Working for the enemy was a cross they were forced to bear.
"Nobody was happy about it but what could we do?," said Bert.
"There was no escape - there was nowhere to go.
"People tried but when they were caught they were battered to death."
Bert remembered an incident where British officers were taken off for punishment.
"They always doubled the guard when there was going to be a beating to stop any trouble," he said.
"They took three officers and battered them to death, I don't know what they had done.
"The next day some lads were clearing out the big swill pits and found their bodies, dumped under some soil.
"It was the brutality that caused the resentment."
Although there was little love lost between the British and their captors Bert remembers the Japanese sergeant in charge of the camp with a grudging fondness.
"He was a good man," he said.
"He had this big bristling moustache and we all called him Joe Stalin."
'Joe' managed to find the prisoners a football and along with his other officers would sit on a veranda drinking saki and watching the men play as there was no other entertainment.
As the camp's top cook, Bert learned a few tricks about how to get the best rations for the prisoners.
"We'd go down to the storehouse to wait for the blokes who were supposed to give us our rations and we'd swipe a few sacks of rice before they got there," he said.
"And once in a while we'd get an empty tin of pig fat, solder the lid back on and bash a hole in the bottom and tell them they'd given us an empty tin," he said.
"We used to grind the rice into flour and then use what meat there was to make pies.
"Old Joe got wind of this and as their food was hardly any better than ours he'd get us to make English meat pies for his officers.
"If we needed two cows we'd tell him it would take three."
Bert was playing a dangerous game of cat and mouse by ripping of the rations but it did not stop with scams to get more food.
"We used to hide valuables in the big brick oven," he said.
"We wrapped watches and rings in rags and seal them up in tins then just brick them up - they were still there when it was all over."
The subterfuge went on outside the kitchens too.
"There was a chap who was told to repair the Japs' radio," said Bert.
"It took him 18 months," he laughed.
Of course the man had fixed the radio in a matter of days but managed to fool his captors into thinking the problem was bigger and every day would slip on the headphones and tune in and listen to the news to find out how the war was going outside the camp.
Bert knew the war was over before the guards did.
"We got information about what was going on outside from the blokes we picked up our rations from," he said.
"They couldn't speak much English but we worked out they were saying the Yanks had dropped a massive bomb and the Japanese had given up."
The camp guards disappeared while the prisoners were sleeping one night, having discovered the war was over.
"The men were talking about which guards they were going to kill, which ones had treated them the worst," said Bert.
"The Japanese knew what was going to happen and thought they had better get out of there before the trouble started."
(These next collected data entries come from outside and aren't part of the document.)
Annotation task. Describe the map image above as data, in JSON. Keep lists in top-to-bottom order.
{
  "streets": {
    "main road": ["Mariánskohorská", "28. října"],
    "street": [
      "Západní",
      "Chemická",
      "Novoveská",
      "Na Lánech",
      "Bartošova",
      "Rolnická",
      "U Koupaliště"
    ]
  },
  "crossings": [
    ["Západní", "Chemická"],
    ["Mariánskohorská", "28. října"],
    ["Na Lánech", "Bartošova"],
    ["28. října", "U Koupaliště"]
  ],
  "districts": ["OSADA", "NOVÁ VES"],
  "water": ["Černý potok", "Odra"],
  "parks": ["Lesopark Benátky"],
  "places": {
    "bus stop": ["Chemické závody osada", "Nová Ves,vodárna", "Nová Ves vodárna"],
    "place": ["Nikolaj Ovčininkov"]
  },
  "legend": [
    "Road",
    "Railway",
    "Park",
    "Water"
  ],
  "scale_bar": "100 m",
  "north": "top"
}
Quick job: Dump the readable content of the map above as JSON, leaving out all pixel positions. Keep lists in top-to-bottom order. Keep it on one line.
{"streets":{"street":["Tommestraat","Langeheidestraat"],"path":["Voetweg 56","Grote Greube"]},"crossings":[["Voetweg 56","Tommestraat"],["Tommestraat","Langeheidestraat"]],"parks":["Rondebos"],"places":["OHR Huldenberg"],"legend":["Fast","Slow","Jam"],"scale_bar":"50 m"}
The men feasted on duck from nearby farms and looted the Japanese army's warehouses, glad to be free at last.
Weeks later a troop of soldiers led by Lord Mountbatten arrived at the camp to rescue the abandoned prisoners.
"He was the king's uncle - he asked if I had anything he could stand on so he would be high up to address the men," said Bert proudly.
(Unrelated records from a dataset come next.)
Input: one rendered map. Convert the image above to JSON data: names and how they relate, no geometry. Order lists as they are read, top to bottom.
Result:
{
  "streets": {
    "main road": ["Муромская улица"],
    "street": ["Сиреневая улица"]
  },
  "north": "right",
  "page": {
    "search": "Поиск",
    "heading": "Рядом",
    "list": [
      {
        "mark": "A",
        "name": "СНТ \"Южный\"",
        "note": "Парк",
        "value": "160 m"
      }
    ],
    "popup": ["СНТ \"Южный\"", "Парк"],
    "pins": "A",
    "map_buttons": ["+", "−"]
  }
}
"I told him I had a tea chest but he was taking his life into his own hands if he got up on it but he did it anyway."
Returning home to England was not the joyful occasion it might have been for Bert and although he had been decorated three times and promoted to Sergeant in the field there was no hero's welcome.
After his capture he had been posted as Missing, Presumed Dead.
His wife believed he had been killed and the couple were later divorced.
Things were little better on the work front.
The Government had passed legislation saying employers were obliged to take on ex-soldiers in their old jobs but he went to the railway yard where he used to work he was not met with open arms.
His employers told him they were not prepared to sack someone for him to take up his old job.
Although he has tried to be positive over the years, Bert couldn't help but add: "The war ruined my life."